Lange Zeit vermieden deutsche Politiker und diplomatische Vertretungen grundsätzlich die Verwendung des Verbrechensbegriffs, um damit verbundene Entschädigungsansprüche zu entkräften. Mehr noch, die deutsche Diplomatie verhinderte über Jahrzehnte erfolgreich, dass Entschädigungen überhaupt geltend gemacht werden konnten. Zwar hatten im Rahmen der „Pariser Reparationskonferenz von 1946“ die Westalliierten die Verteilung der Auslandsguthaben und Industrieanlagen für die westlichen Besatzungszonen unter den ehemaligen, westlichen Kriegsgegnern geregelt. Die Reparationen für kriegs- und besatzungsbedingte Schäden wurden dabei auf 7,1 Mrd. USD für Griechenland beziffert. Zu einer Umsetzung der Beschlüsse kam es jedoch nie.

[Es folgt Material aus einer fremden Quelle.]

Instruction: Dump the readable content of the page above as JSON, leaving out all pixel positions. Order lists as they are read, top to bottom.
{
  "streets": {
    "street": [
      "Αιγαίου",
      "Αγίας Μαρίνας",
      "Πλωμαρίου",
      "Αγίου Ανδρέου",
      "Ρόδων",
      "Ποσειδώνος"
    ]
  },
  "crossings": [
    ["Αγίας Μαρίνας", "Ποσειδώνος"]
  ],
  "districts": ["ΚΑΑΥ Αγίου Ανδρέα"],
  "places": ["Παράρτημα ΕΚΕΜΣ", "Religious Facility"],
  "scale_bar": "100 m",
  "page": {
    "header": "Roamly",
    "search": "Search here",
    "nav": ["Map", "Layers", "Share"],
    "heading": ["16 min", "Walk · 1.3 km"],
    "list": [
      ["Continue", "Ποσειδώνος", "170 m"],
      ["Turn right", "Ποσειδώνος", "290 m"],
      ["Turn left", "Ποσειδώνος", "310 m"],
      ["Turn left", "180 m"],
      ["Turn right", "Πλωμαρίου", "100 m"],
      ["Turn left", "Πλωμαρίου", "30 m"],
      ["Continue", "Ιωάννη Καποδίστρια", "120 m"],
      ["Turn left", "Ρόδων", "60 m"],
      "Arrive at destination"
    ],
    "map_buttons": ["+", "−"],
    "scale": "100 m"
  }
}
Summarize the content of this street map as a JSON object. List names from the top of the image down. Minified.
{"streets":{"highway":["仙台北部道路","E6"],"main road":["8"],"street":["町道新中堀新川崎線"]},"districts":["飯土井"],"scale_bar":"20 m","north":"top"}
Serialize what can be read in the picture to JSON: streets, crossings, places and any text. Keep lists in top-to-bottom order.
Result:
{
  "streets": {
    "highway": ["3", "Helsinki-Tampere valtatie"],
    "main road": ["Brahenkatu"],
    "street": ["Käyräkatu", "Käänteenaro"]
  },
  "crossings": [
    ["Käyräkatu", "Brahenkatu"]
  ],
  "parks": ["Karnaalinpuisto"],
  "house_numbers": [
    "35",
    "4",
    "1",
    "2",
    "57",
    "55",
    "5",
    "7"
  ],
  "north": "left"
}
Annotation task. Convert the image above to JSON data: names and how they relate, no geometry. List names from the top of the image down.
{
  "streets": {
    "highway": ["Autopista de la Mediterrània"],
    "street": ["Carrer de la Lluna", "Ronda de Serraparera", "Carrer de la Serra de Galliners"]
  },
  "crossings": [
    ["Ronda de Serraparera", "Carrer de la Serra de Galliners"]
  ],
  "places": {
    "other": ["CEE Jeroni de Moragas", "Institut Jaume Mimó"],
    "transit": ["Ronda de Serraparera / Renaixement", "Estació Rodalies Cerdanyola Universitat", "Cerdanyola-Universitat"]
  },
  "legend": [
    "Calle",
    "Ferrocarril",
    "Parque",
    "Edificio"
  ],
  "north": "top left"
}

Unter dem Eindruck des beginnenden Kalten Krieges billigten die Westalliierten der Bundesrepublik im Rahmen des „Londoner Abkommens über deutsche Auslandsschulden“ 1953 einen Zahlungsaufschub für sämtliche Forderungen zu, die ehemals von Deutschland besetzte Länder aus dem Zweiten Weltkrieg erheben konnten. Damit wurden sämtliche Reparationsfragen bis zum Abschluss eines endgültigen Friedensvertrags vertagt.
Griechenlands Forderungen betreffend verweist die Bundesrepublik Deutschland außerdem immer wieder auf eine einmalige Zahlung von 115 Mio. DM in Folge eines deutsch-griechischen Abkommens von 1960, das Entschädigungen für griechische Opfer vorsah, die „rassisch“, religiös und politisch verfolgt wurden. Als Gegenleistung hatte die Bundesregierung eine Amnestie für deutsche Kriegsverbrecher verlangt. Die bereits in den frühen 1950er Jahren begonnenen Verhandlungen waren aber erst unter dem Druck der Verhaftung Max Mertens in Griechenland 1960 zu einem Abschluss gekommen. Mertens hatte 1942-44 als deutscher Militärverwalter u.a. die Deportation und Enteignung der Juden aus Thessaloniki unterstützt. Mertens durfte nach dem Abkommen zurück nach Deutschland reisen. Das den Griechen zugesagte Verfahren gegen ihn wurde wenige Jahre später eingestellt.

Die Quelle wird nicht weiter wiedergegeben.